=== Begin Enclosure ===
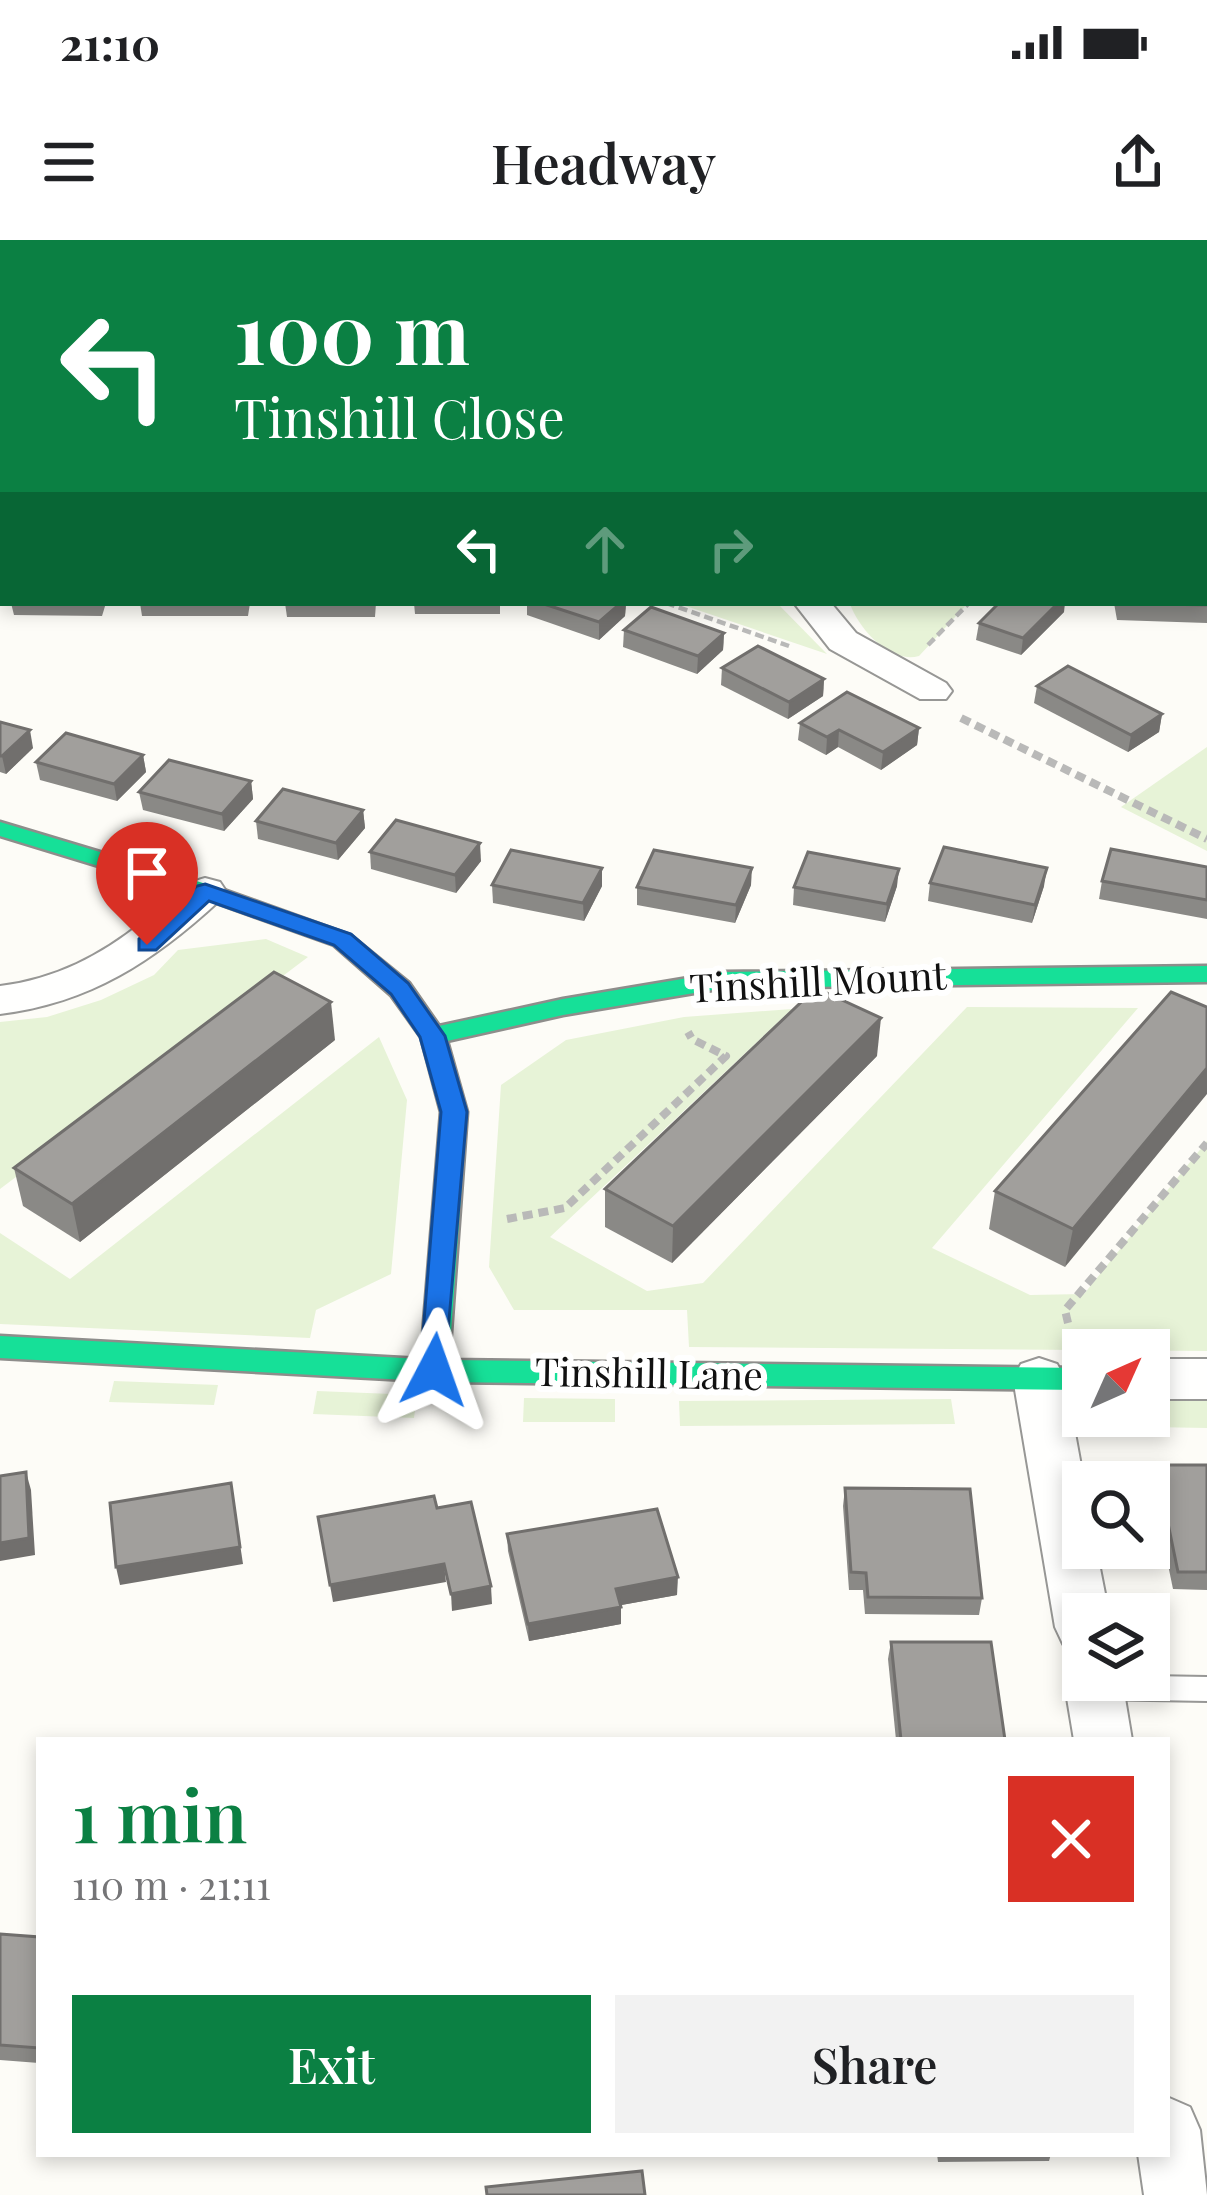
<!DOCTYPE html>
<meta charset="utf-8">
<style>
body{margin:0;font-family:"Playfair Display",serif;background:#f2f2f2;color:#202124;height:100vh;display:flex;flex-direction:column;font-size:45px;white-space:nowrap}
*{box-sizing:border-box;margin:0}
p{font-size:39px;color:#757577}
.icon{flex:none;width:66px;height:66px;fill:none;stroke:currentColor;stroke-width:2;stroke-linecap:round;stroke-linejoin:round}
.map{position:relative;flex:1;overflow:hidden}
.panel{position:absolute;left:36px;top:1497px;width:1134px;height:420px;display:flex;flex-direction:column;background:#fff;border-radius:0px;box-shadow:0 6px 18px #0003}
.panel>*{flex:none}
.banner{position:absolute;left:0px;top:0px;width:1209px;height:366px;box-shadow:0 6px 18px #0003;background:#0b8043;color:#fff;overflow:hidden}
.needle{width:78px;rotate:45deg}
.buttons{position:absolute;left:1062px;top:1089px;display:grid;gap:24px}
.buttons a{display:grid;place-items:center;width:108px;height:108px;border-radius:0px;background:#fff;box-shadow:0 6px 18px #0003;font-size:60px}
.pin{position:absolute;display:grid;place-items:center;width:102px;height:102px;color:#fff;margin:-123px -51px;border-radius:50% 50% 50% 0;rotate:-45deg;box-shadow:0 0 12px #0007}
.pin .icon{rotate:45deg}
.me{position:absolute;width:132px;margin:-66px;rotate:4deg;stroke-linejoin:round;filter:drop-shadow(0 0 9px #0008)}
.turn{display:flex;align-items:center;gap:42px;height:252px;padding:0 36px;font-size:54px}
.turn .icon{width:156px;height:156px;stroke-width:2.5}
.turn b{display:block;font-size:84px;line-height:102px}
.lanes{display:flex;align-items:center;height:114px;padding:0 36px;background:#0003;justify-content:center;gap:60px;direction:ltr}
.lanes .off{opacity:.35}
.round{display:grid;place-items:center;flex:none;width:126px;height:126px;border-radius:0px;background:#f2f2f2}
.overview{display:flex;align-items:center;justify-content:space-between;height:204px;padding:0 36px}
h1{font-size:72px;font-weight:600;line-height:90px;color:#0b8043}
.action{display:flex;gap:24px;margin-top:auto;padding:24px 36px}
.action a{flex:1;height:138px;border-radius:0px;background:#0b8043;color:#fff;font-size:48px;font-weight:600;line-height:138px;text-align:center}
.action a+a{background:#f2f2f2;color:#202124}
.status{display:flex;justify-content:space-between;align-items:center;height:84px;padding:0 60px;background:#fff;direction:ltr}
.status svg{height:33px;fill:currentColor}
header{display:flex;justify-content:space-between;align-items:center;height:156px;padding:0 36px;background:#fff;font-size:54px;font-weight:600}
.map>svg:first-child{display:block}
</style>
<div class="status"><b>21:10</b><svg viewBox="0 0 49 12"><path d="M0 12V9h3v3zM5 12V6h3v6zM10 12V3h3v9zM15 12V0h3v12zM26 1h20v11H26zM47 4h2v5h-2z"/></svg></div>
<header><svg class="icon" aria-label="menu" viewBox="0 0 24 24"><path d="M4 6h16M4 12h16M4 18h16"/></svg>Headway<svg class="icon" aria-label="share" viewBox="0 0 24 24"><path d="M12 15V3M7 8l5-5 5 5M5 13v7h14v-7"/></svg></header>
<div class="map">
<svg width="1207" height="1955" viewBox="0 0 1207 1955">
<rect width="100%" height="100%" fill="#fdfcf7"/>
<g fill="#e7f3d7">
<polygon points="677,363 777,363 827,414"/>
<path d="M968 363 919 416C890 424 859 389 850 364Z"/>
<polygon points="1207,507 1207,611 1121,567"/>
<polygon points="266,699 308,717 0,949 0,782 47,777 101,760 154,735 178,710"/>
<polygon points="967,767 1138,768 932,1008 1030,1055 1084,1054 1207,901 1207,1111 689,1107 687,1070 514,1070 489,1027 501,845 566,800 684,777 792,769 550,997 647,1051 703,1043"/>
<polygon points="379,797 407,860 391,1034 316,1070 310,1098 0,1084 0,993 70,1039"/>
<polygon points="114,1141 218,1145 214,1165 109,1162"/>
<polygon points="317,1151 417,1155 414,1178 313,1174"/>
<polygon points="524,1158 615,1159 615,1182 523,1182"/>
<polygon points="951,1159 955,1184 680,1186 679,1161"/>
<polygon points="1149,1160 1207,1160 1207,1188 1150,1187"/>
</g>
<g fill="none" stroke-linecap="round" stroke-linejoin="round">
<defs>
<polygon id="lane" points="1149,1436 1207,1437 1207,1461 1094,1459 1084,1456 1080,1447 1083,1440 1149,1440"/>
<g id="street">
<polygon points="430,0 458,0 459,3 431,3"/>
<rect x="0" y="302" width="3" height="20"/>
<rect x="1206" y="314" width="1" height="22"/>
<polygon points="794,363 831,363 856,393 946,443 952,451 946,459 920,459 830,409"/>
<path d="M205 638 220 642 226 651 220 660C154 721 90 763 0 774V746C56 739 100 716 144 681 164 666 181 644 205 638Z"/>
<polygon points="1039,1118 1057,1124 1065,1138 1084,1242 1083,1308 1096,1308 1109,1374 1083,1374 1083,1411 1063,1404 1055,1387 1013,1138 1021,1124"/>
<rect x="1149" y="1119" width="58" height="40"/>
<polygon points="1083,1419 1083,1440 1122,1440 1132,1500 1074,1500 1064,1440 1073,1423"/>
<polygon points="1167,1857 1190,1867 1200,1890 1207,1955 1144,1955 1138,1914 1167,1914"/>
</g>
<polygon id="fast" points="0,582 213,646 350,695 409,743 439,786 563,759 724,732 1207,726 1207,742 724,748 563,775 447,801 467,872 449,1120 1083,1128 1083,1150 444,1142 0,1118 0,1096 421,1119 441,872 421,797 391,755 334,705 197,656 0,596"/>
</defs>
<use href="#lane" stroke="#979795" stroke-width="4"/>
<use href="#street" stroke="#979795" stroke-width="4"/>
<use href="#fast" stroke="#8e8d8b" stroke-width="5"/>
<g stroke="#b9b9b8" stroke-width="4.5" stroke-dasharray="9 4.5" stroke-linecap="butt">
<polyline points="666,363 789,406"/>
<polyline points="928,405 969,363"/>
</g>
<g stroke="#b9b9b8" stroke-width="8" stroke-dasharray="10 6" stroke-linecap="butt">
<polyline points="961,478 1207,599"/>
<polyline points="507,979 565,968 726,816 692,799 688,792"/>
<polyline points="1068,1083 1065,1070 1207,903"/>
</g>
<use href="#lane" fill="#fffffe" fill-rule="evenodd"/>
<use href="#street" fill="#fffffe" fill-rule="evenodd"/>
<use href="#fast" fill="#16e098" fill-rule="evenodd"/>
</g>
<g fill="#8a8986">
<rect x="0" y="232" width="3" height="42"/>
<polygon points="1207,340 1207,383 1117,380 1114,363 1206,363"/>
<polygon points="11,363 106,363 102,376 14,375"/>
<polygon points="140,363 250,363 248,376 142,376"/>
<polygon points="285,363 376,363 375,377 287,377"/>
<polygon points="414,363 500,363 500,374 415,374"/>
<polygon points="527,363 626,363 625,376 599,400 527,375"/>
<polygon points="1064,372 1021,415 976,400 979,383"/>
<polygon points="624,390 724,393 723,410 697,434 623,407"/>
<polygon points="722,428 824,439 823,456 788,479 721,445"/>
<polygon points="1037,446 1162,474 1159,492 1128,512 1034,463"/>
<polygon points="0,482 33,508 6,534 0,532"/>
<polygon points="800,483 919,488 917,505 881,530 838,507 826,515 798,500"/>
<polygon points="143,515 146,532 117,561 40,540 36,522"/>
<polygon points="251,541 253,559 224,591 143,570 139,552"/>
<polygon points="363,570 365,588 338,620 258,599 256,581"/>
<polygon points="370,612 481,621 456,653 371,629"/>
<polygon points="1207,627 1207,679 1099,659 1102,641"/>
<polygon points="930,643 1044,646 1032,683 928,661"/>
<polygon points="492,645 602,646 584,681 493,663"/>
<polygon points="751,645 735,683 637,665 637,647"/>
<polygon points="897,646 885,682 793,665 794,647"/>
<polygon points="1171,752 1065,1027 989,989 995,951"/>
<polygon points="335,800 80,1002 23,966 14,928"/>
<polygon points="877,816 672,1023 605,987 605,949"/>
<polygon points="1156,1225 1207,1225 1207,1350 1173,1349 1151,1242"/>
<polygon points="845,1248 982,1358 979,1375 865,1374 863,1350 849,1350 843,1266"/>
<polygon points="507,1294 677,1355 621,1365 621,1384 529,1401 508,1311"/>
<polygon points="891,1402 1005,1500 896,1500 888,1419"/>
<polygon points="0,1694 39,1697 39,1823 0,1820"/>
<polygon points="937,1914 1051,1914 1049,1921 938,1922"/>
</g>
<g fill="#716f6d">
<polygon points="621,363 626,363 625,376 599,400 599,382"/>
<polygon points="1058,363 1065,363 1064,372 1021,415 1023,398"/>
<polygon points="724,393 723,410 697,434 698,416"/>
<polygon points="824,439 823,456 788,479 789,462"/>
<polygon points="1162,474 1159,492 1128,512 1131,495"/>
<polygon points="919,488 917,505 881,530 883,512"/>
<polygon points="30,490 33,508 6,534 2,516"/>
<polygon points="839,490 838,507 826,515 827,497"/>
<polygon points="143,515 146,532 117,561 114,544"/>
<polygon points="251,541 253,559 224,591 222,574"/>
<polygon points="363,570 365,588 338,620 336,603"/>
<polygon points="480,603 481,621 456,653 455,635"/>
<polygon points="602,628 602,646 584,681 583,663"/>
<polygon points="752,628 751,645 735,683 736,665"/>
<polygon points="1047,628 1044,646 1032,683 1035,665"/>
<polygon points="899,629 897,646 885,682 887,664"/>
<polygon points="331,762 335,800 80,1002 72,964"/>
<polygon points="881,778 877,816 672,1023 673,986"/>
<polygon points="1207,828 1207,854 1065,1027 1073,989"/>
<polygon points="26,1232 31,1250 35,1315 0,1321 0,1303"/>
<polygon points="231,1243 243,1324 120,1345 116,1327"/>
<polygon points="444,1324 446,1342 333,1362 330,1345"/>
<polygon points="678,1337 677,1355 616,1366 616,1349"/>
<polygon points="491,1346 492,1364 452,1371 451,1354"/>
<polygon points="621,1367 621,1384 529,1401 528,1384"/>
</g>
<g fill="#a19f9c" stroke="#716f6d" stroke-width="3">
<polygon points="22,0 123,0 120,3 19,3"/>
<polygon points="1005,0 1034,0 1036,3 975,2"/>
<polygon points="1061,0 1132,0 1133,3 1063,3"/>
<polygon points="1147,0 1207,0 1207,13 1206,3 1148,3"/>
<rect x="0" y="232" width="3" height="26"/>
<polygon points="1206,340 1207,365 1120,363 1206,363"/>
<polygon points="541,363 621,363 599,382"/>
<polygon points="999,363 1058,363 1023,398 979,383"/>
<polygon points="651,367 724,393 698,416 624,390"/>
<polygon points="758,406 824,439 789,462 722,428"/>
<polygon points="1068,426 1162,474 1131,495 1037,446"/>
<polygon points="847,452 919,488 883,512 839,490 827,497 800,483"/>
<polygon points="0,482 30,490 2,516 0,516"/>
<polygon points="66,493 143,515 114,544 36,522"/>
<polygon points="169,520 251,541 222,574 139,552"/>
<polygon points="283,549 363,570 336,603 256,581"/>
<polygon points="396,580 480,603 455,635 370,612"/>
<polygon points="944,607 1047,628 1035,665 930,643"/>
<polygon points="1111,609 1207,627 1207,660 1102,641"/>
<polygon points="511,610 602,628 583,663 492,645"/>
<polygon points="654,610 752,628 736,665 637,647"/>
<polygon points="808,612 899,629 887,664 794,647"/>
<polygon points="274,732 331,762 72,964 14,928"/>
<polygon points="816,748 881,778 673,986 605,949"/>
<polygon points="1171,752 1207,767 1207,828 1073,989 995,951"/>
<polygon points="1156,1225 1207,1225 1207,1332 1178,1332"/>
<polygon points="26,1232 29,1298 0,1303 0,1236"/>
<polygon points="231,1243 240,1307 116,1327 110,1263"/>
<polygon points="845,1248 970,1249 982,1358 868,1357 866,1333 851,1332"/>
<polygon points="434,1256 437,1268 471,1262 491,1346 451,1354 444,1324 330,1345 318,1277"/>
<polygon points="657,1269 678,1337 616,1349 621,1367 528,1384 507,1294"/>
<polygon points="891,1402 991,1402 1005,1500 901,1500"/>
<polygon points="0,1694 39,1697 39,1808 0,1805"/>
<polygon points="642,1931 645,1955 487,1955 486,1947"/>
</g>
<polygon fill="#1a73e8" stroke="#114b97" stroke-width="3" points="205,644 351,694 408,743 445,796 467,872 444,1138 424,1138 420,1130 441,872 420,797 391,754 334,705 209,661 156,710 139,710 139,699 197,646"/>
<g text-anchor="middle" stroke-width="12" stroke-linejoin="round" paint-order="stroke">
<g font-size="39" fill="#111" stroke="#fff">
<text transform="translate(818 742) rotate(-3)" y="14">Tinshill Mount</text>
<text transform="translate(649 1134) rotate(1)" y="14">Tinshill Lane</text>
</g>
</g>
</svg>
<div class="buttons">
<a><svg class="needle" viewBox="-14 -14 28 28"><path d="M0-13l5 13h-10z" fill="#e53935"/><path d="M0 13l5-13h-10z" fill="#757577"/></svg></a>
<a><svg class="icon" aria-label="search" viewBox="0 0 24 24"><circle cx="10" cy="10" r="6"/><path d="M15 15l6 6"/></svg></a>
<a><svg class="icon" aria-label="layers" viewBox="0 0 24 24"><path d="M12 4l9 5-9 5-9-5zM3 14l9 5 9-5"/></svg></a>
</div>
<div class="pin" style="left:147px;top:705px;background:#d93025"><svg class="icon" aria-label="arrive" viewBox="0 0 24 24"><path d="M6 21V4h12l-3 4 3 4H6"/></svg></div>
<svg class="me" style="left:434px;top:1130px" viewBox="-20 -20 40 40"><path d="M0-17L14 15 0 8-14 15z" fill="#1a73e8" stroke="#fff" stroke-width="4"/></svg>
<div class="banner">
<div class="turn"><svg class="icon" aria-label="left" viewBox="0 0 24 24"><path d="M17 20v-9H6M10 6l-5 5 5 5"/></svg><div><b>100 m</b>Tinshill Close</div></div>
<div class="lanes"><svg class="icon" aria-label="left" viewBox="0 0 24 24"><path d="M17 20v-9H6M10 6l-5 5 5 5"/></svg><svg class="icon off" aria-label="ahead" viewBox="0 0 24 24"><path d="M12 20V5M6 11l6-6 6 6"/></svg><svg class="icon off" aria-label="right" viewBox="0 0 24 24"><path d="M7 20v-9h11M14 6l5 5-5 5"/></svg></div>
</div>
<section class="panel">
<div class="overview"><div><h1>1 min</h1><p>110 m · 21:11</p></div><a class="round" style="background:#d93025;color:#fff"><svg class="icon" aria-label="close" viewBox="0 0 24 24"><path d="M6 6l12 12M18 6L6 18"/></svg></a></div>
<div class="action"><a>Exit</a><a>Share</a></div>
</section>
</div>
=== End Enclosure ===
» **What needs to be done**:
Search the entries for the word "hidden" and show every line that has it.

» **Solution to this problem**:
.map{position:relative;flex:1;overflow:hidden}
.banner{position:absolute;left:0px;top:0px;width:1209px;height:366px;box-shadow:0 6px 18px #0003;background:#0b8043;color:#fff;overflow:hidden}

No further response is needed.